California has rejected the increased frequency formulation. In General Ins. Co. of America, an employee arrived at work early and parked on the street. As he got out of his car, he was struck and killed by a passing vehicle. The California Supreme court held that the employee "was parked on a public street at a time and in a location where parking is available to the general public. The fact that he was struck by a passing motorist, while tragic, is a type of risk the public is subject to daily." 546 P.2d at 1364. Therefore, the court found the death not compensable under workers' compensation. 546 P.2d at 1365.

[10] Golden Lion argues that Sokolowski's injury is not compensable because it was not the result of a particular and identifiable special hazard. Golden Lion maintains that the only hazard created when employees crossed 36th Avenue was the hazard of "being struck by a car."

There is no merit to this argument. We agree that if the only risk is that of crossing a street no more slippery than normal Anchorage streets, it does not create a special hazard. We also agree that an accident unrelated to the special hazard is not compensable. However, inherent in the increased risk of crossing a busy, slippery street, where a pedestrian must hurry to avoid being hit by a car, is the risk of falling.

[11] See, e.g., Henderson's Portion Pak v. Cotera, 294 So. 2d 309 (Fla. 1974) (employee's injury was not compensable when she chose unsafe route from parking lot, not owned by employer, to work and there was a safe alternative that was at most thirty feet longer); Pulliam v. McDonnell Douglas Corp., 558 S.W.2d 693 (Mo. App. 1977) (employee killed while taking short-cut along railroad adjacent to employer's premises was not covered by workers' compensation).

[12] See Welham, 653 P.2d at 762 (injury incurred in parking lot was compensable where "employees were not required to use the subject parking lot exclusively, [but] the lot was the most convenient lot for access to employer's premises"); Ingalls Shipbuilding 480 So.2d at 1119 (absence of practical alternative route to avoid danger establishes special hazard exception).

[13] The Board may choose to make these determinations on the existing record, or it may choose to take additional evidence to determine how great a risk the employees of Golden Lion took relative to the general public, and whether they had safe and practical alternatives. There is evidence on these questions in the record, but it conflicts. For example, Sokolowski and one colleague testified that they did not even know of the existence of a crosswalk. Inconsistently, the co-worker also stated that, in any event, walking down to the crosswalk would be more dangerous than jaywalking. A second co-worker testified that she was aware of the crosswalk, but did not use it because she did not want to walk in the street. Yet, another co-worker testified that she jaywalked in order to save time. The manager of Golden Lion testified that Sokolowski could walk safely to the Golden Lion.

Moreover, it is not clear from the record whether 36th Avenue's sidewalks are always unpassable, or whether that condition only occurs after plowing.

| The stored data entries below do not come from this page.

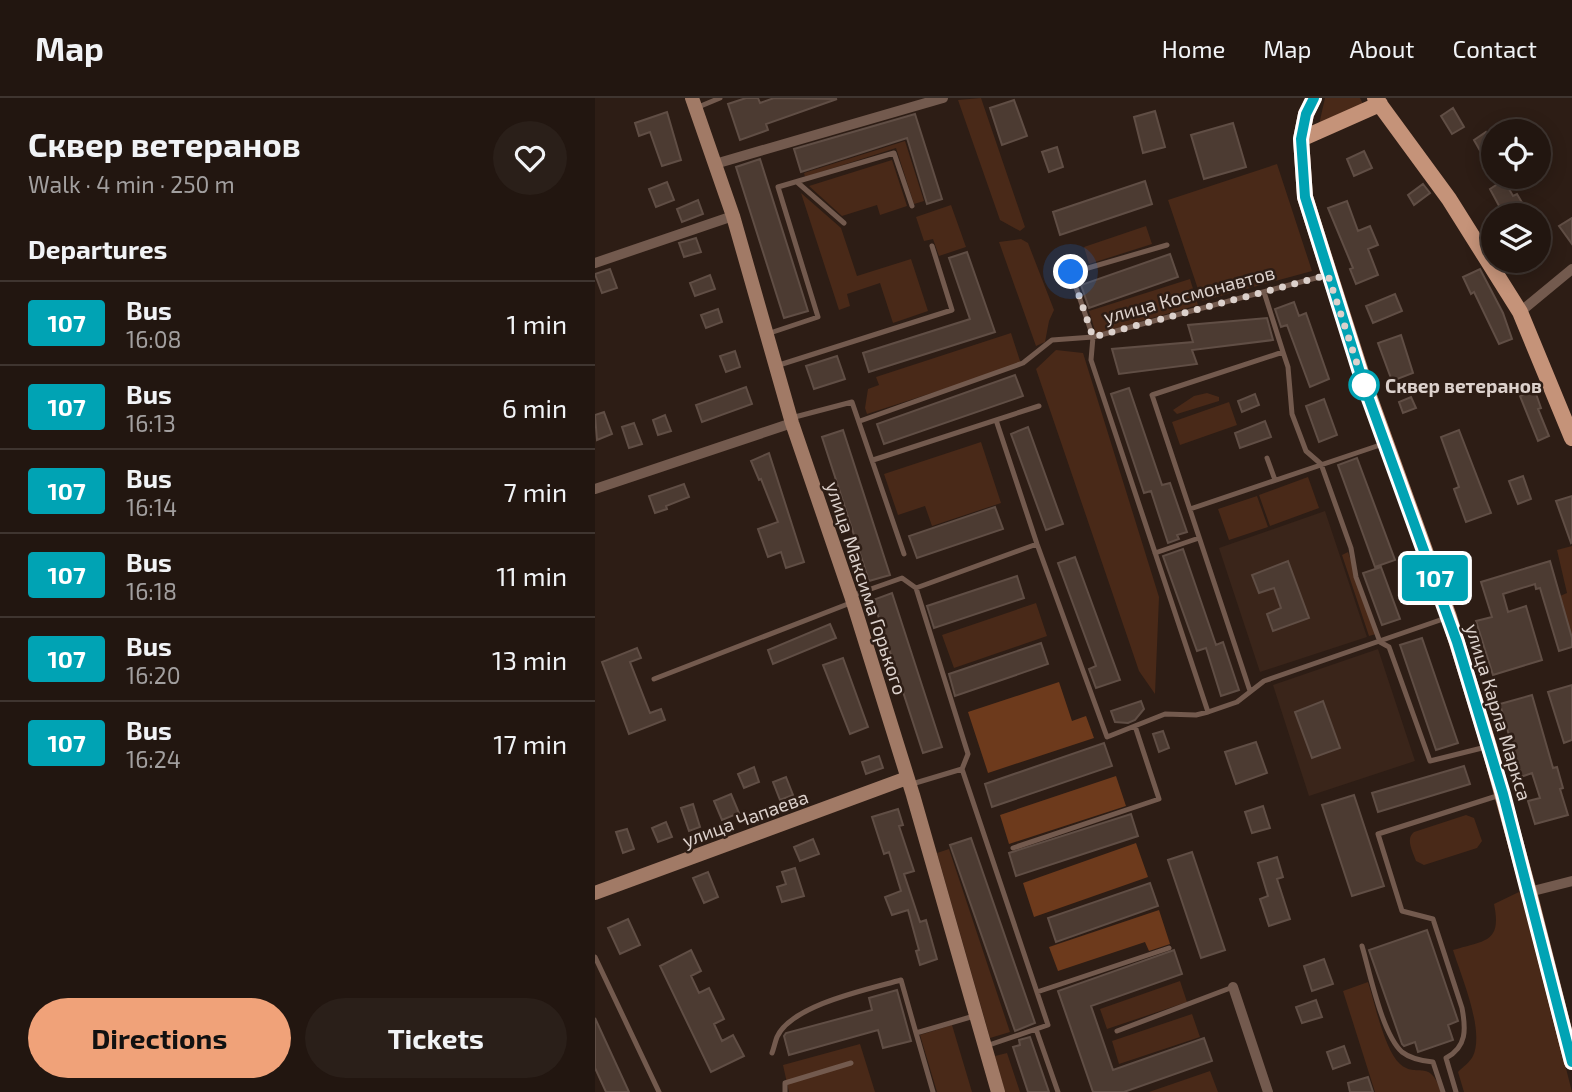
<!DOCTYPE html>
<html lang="en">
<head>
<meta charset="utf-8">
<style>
	body { margin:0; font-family:"Exo 2",sans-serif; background:#2a1f19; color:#f1f3f6; height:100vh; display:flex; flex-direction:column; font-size:26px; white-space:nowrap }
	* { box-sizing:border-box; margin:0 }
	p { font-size:23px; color:#a29f9f }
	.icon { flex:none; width:38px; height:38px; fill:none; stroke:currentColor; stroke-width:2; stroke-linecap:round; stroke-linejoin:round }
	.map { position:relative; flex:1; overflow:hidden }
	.drawer { display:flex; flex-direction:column; background:#221610; width:595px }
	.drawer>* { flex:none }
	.badge { padding:0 14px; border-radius:5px; font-size:24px; line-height:46px }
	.controls { position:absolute; left:886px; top:21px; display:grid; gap:14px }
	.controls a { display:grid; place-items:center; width:70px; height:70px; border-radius:50%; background:#221610; box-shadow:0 4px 18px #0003,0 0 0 2px #3f3530; font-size:35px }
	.you { position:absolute; width:35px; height:35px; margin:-18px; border:5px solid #fff; border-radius:50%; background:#1a73e8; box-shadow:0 0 0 10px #1a73e833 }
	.map>.badge { position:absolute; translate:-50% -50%; box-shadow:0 0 0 4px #fff }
	h2 { padding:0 28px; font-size:26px; line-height:63px }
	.round { display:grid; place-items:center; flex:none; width:74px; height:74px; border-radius:37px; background:#2a1f19 }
	.summary { display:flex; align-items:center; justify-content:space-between; height:119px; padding:0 28px }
	h1 { font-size:33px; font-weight:700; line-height:52px }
	.action { display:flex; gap:14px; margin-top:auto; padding:14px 28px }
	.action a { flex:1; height:80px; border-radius:42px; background:#f0a279; color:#111; font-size:28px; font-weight:700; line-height:80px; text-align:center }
	.action a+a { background:#2a1f19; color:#f1f3f6 }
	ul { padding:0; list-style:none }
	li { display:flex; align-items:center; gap:21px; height:84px; padding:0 28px; border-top:2px solid #3f3530 }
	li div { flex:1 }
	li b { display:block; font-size:26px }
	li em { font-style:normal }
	li .badge { min-width:77px; font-weight:700; text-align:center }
	header { display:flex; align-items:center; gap:42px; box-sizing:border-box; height:98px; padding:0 35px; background:#221610; border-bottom:2px solid #3f3530 }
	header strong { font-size:33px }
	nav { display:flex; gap:38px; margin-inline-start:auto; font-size:24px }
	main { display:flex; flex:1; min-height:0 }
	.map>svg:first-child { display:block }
</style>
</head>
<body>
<header>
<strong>Map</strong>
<nav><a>Home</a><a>Map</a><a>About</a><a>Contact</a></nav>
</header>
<main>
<section class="drawer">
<div class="summary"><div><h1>Сквер ветеранов</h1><p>Walk · 4 min · 250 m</p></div><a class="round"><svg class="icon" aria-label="heart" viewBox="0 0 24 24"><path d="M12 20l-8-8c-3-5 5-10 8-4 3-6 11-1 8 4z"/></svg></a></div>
<h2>Departures</h2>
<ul>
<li><span class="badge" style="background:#00a3b4;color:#fff">107</span><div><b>Bus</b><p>16:08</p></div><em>1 min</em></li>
<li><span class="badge" style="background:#00a3b4;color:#fff">107</span><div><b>Bus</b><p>16:13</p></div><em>6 min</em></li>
<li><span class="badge" style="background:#00a3b4;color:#fff">107</span><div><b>Bus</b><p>16:14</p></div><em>7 min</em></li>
<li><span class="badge" style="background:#00a3b4;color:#fff">107</span><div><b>Bus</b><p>16:18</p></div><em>11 min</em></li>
<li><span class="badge" style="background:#00a3b4;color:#fff">107</span><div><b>Bus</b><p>16:20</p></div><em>13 min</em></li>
<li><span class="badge" style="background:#00a3b4;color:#fff">107</span><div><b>Bus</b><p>16:24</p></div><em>17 min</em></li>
</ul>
<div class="action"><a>Directions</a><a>Tickets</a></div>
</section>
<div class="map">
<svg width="977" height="994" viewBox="0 0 977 994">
	<rect width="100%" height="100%" fill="#2d1d15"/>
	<!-- built -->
	<path fill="#3a251a" d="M730,413L772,539L665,574L624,450Z
		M783,551L820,663L714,698L678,587Z"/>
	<!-- green -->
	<path fill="#492918" d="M386,0L430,129L425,133L405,122L363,2Z
		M730,0H765L770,10L723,31Z
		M310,43L329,103L319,106L301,50L210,79L209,75Z
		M297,62L312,108L285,117L282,107L247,118L214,88Z
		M682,66L717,173L607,203L573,102Z
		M206,95L246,130L262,178L316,161L333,213L298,225L285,185L252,196L255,208L244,212Z
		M356,107L371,149L344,158L338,141L329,143L321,119Z
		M551,128L557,146L494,166L489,149Z
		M426,141L433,145L459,212L454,223L450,244L441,248L404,144Z
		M595,181L603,207L501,236L494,213Z
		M416,235L426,266L272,316L270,310L273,291L284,287L281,279Z
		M461,252L488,255L564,499L560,596L544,573L441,271Z
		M612,295L624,299V303L582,316L578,312L599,298Z
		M634,304L642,327L585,347L577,324Z
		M386,344L406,405L337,428L330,408L303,417L289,376Z
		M713,379L724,410L675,428L664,397Z
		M662,398L673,429L634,442L623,411Z
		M977,448V540L965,498L972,495L962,452Z
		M753,454L781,536L774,538L747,457Z
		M441,505L452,538L359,570L347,537Z
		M871,717L879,720L887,743L882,750L829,767L821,763C818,754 810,741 819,734Z
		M354,751L415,934L395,940L342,755Z
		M926,793L977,994H869L863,974C868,969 875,964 878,958C890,932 866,878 858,852C890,842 907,845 899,806Z
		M585,883L592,904L512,931L505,911Z
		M773,884C780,905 789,951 805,966C822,981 835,959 846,994H780L748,893Z
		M597,916L605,939L524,966L517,943Z
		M357,927L377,994H342L325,937Z
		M265,946L280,994H194L188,967Z
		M412,955L425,994H410L400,958Z
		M615,973L623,994H554Z"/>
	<!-- forest -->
	<path fill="#6d3a1c" d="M464,584L477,623L491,618L499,640L393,675L373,614Z
		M521,678L531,708L414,746L405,717Z
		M541,745L553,779L439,819L428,785Z
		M564,812L575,846L554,853L550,844L463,873L454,849Z"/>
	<!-- building -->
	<path fill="#4c3b32" stroke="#604e45" stroke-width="2" d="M151,0H163L165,5L179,0L242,1L171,26L173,32L145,42L133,6Z
		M419,2L432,38L407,47L395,10Z
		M858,10L869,29L857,36L846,18Z
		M560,13L570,49L548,55L539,19Z
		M72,14L86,62L67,68L55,34L44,38L40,25Z
		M320,16L347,101L332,106L312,40L206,74L199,51Z
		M638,25L651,69L609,81L596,37Z
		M891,34L898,45V49L887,56L879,42Z
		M462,49L468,69L454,74L447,54Z
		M769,53L777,70L759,78L752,61Z
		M165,61L213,213L189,220L141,69Z
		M909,82L918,98L922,96L929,108L915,117H909L895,91Z
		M550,83L557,106L465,137L458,114Z
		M72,84L79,102L61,109L54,91Z
		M828,86L835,95L819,107L813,97Z
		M103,102L108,116L87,124L82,111Z
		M752,103L763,133L775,128L783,147L773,151L783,177L761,186L755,171L758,170L733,110Z
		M977,120V146L964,128Z
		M101,140L106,154L89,159L84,145Z
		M372,154L400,234L274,274L268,255L375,221L354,160Z
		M575,156L583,179L494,210L486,187Z
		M15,171L22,190L7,195L0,176Z
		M885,171L908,215L917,241L904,246L879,194L876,196L868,179Z
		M115,177L120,191L100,198L95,185Z
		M800,196L807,213L778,225L771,208Z
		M699,204L704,218L711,215L734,281L715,289L692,227L686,229L680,211Z
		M123,211L127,224L111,230L106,217Z
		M672,220L678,242L597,252L602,266L524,276L517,251L598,244L593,227Z
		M806,237L818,275L797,283L783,245Z
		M140,253L145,269L131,274L125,258Z
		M242,258L250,281L219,291L211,268Z
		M420,277L428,298L289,346L282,326Z
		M151,289L157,306L107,324L101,307Z
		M534,290L567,387L575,385L592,434L582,437L584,441L573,445L556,393L549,395L516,296Z
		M940,293L946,310L943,311L954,338L943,343L925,298Z
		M660,296L664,307L647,314L643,303Z
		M816,299L821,310L808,315L804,304Z
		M729,301L742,337L724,344L711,308Z
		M9,314L17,336L2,342L0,317Z
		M70,317L76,333L63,337L58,322Z
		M670,323L676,339L645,350L640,335Z
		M39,325L47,346L34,350L27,329Z
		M433,329L468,426L451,432L416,336Z
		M248,332L295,477L274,483L227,339Z
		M864,332L896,415L871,424L859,391L864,389L846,339Z
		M174,355L209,464L191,470L186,454L173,459L163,431L183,424L166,381L164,382L156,363Z
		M762,360L800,462L780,469L743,367Z
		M928,378L936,401L923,406L914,383Z
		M89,386L94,399L71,408L72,411L60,415L54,398Z
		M977,398V444L976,445L961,403Z
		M400,409L408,431L322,460L314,438Z
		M588,451L621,547L628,544L644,592L626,598L611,550L602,553L568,458Z
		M480,459L525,582L501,590L494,571L501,568L463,465Z
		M693,463L714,520L678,533L672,516L686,510L679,490L664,495L657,477Z
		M955,463L977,540V549L964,553L945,490L941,491L940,486L908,496L913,514L931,508L947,562L898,577L881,523L897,519L886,484Z
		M786,469L805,521L787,527L768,475Z
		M422,478L429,500L339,530L332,508Z
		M297,495L347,649L328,655L278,502Z
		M235,526L241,540L178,566L173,552Z
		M827,540L863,645L841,652L805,547Z
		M446,545L453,566L360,598L354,576Z
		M42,550L46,560L35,564L55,615L66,611L70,622L34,636L7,564Z
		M248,560L273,629L255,636L228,567Z
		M977,587V642L969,645L953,594Z
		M937,597L958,670L962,669L968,690L965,691L973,717L940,726L933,703L945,700L937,675L926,679L905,606Z
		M546,603L549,611L540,622L533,625L520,624L516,613Z
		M728,603L745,650L717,660L700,614Z
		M568,633L574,650L564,654L558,636Z
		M661,644L672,675L641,686L630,654Z
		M509,645L517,668L397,709L390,686Z
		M284,658L288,670L271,676L267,664Z
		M869,668L875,686L783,714L777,695Z
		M159,669L164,684L149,690L143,676Z
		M191,679L198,697L185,702L178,684Z
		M136,696L144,715L127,722L119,703Z
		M759,697L789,788L757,798L727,707Z
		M98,706L105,729L94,733L86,710Z
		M668,708L675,730L657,735L650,714Z
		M303,711L308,727L304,728L319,773L309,776L325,824L331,822L342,861L325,867L321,853L324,852L313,812L297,817L290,799L306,793L294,754L289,756L277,719Z
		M536,716L543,738L421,778L414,755Z
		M71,724L77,739L63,744L57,730Z
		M32,731L39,751L28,755L21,734Z
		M376,740L440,925L420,933L355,747Z
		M218,741L224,756L205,763L199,749Z
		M597,754L630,852L606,860L573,762Z
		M682,759L688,779L682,781L695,821L674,828L665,801L673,798L663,765Z
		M200,770L209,798L187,804L182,789L191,786L187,774Z
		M113,774L123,799L109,805L98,780Z
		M555,785L563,808L461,844L453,820Z
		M33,821L45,847L25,856L13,830Z
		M832,832L863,923L853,927L858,942L823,954L820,944L809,948L807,946L774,852Z
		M96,852L106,873L96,878L104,895L114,890L129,921L119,926L127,943L138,937L149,958L116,974L65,868Z
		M579,852L587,876L496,908L518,972L609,940L617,963L529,994H498L463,893Z
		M729,861L738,886L717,893L709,868Z
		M302,892L316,943L288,950L283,932L194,957L189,938L191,935L277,912L274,900Z
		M721,902L727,919L707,925L701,909Z
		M0,920L34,994H11L0,970Z
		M435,939L454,994H433L418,949L425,947L424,942Z
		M749,948L755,965L738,971L732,954Z
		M773,979L778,994H755L753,985Z"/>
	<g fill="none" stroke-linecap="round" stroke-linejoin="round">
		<!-- lane -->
		<path stroke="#735a4e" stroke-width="5" d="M101,10L125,0
			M202,84L249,125
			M572,147L476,175L498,239L496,262L613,614
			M669,194L688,254
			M172,236L223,219L183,89L299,55L317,108
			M181,268L357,212L337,148
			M196,320L257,304L309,456
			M401,322L442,446L512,639L570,616L601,617L613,614L642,604L669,583L851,520
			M265,323L428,265L457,242L498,239L732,177
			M672,360L680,382
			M278,362L444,308
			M595,411L788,346
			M560,455L604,440
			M256,498L307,480L321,490L442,446
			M59,581L258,504
			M655,593L557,297L688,254L693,269L697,316L711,353L726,366L756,450L761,479L785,544L794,549L835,663L891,649
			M367,671L453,927L391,948
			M317,686L367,671L373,656L321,490
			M418,750L564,701L540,628
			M767,848C775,875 787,936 807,954C816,961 827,963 838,964L848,994
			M0,859L64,994
			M442,894L574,850
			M441,931L463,994
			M522,933L638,889
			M321,935L338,994
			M177,955C179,950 180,944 182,939C196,907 274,891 306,882L321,935L379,918
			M190,994V985L256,965
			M861,994L851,960C872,949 871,931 867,910L838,821L807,813L783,736L905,697"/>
		<!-- street -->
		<path stroke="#735a4e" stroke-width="10" d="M120,66L348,0
			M0,165L138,118
			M925,214L977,171
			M0,391L197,325
			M934,794L977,783
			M638,889L673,994"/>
		<!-- secondary -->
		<path stroke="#a17a66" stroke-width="14" d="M97,0L138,118L197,325L256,498L318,697L403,994
			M0,795L312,680"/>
		<!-- primary -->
		<path stroke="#c59379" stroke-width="16" d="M719,0L711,16L706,41L710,99L770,287L854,519L894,648L934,794L977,964
			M780,0L854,101L925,214L977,340
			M706,41L785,6"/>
	</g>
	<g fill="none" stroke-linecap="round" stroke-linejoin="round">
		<!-- line casing -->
		<g stroke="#fff" stroke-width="16">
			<path id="line" d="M719,0L711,16L706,41L710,99L769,287L862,544L908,696L977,964"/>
		</g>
		<!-- line -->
		<use href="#line" stroke="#00a3b4" stroke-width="10"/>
		<!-- walk -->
		<path stroke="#dcd1cc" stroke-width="7" stroke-dasharray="0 12.6" d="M476,174L498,239L733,177L769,287"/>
	</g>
	<!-- markers -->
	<circle fill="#fff" stroke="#00a3b4" stroke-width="3.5" cx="769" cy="287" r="14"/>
	<g text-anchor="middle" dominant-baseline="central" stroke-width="5" stroke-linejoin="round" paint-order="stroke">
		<!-- street labels -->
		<g font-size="19" fill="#dcd1cc" stroke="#2d1d15">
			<text transform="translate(594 196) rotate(-15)">улица Космонавтов</text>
			<text transform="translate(272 490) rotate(72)">улица Максима Горького</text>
			<text transform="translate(904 614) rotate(73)">улица Карла Маркса</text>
			<text transform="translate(150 720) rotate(-20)">улица Чапаева</text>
		</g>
		<!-- stop labels -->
		<g font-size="19" font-weight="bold" fill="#dcd1cc" stroke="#2d1d15" text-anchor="start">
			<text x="790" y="287">Сквер ветеранов</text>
		</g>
	</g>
</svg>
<div class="controls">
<a><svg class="icon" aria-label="locate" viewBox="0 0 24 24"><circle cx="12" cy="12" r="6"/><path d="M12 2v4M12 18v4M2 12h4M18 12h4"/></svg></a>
<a><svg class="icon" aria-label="layers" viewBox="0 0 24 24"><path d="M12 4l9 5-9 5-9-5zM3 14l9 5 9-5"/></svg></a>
</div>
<div class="you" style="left:476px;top:174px"></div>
<b class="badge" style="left:840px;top:480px;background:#00a3b4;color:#fff">107</b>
</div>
</main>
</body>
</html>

The Board might choose to determine from this record whether or not 36th Avenue's sidewalks were generally unsafe. See Burgess, 623 P.2d at 317. Alternatively, the Board might conclude that it needs more evidence to determine whether they were unsafe on the night in question. See Grainger v. Alaska Workers' Compensation Bd., 751 P.2d 1355 (Alaska 1988) (on remand for reconsideration in light of new determination of law, "[t]he Board may take such additional evidence it deems necessary for a proper resolution of the issues raised.") Similarly, the Board might consider whether it would be unreasonably dangerous for Sokolowski to walk from her car down to the crosswalk at New Seward Highway at nine o'clock on Saturday night.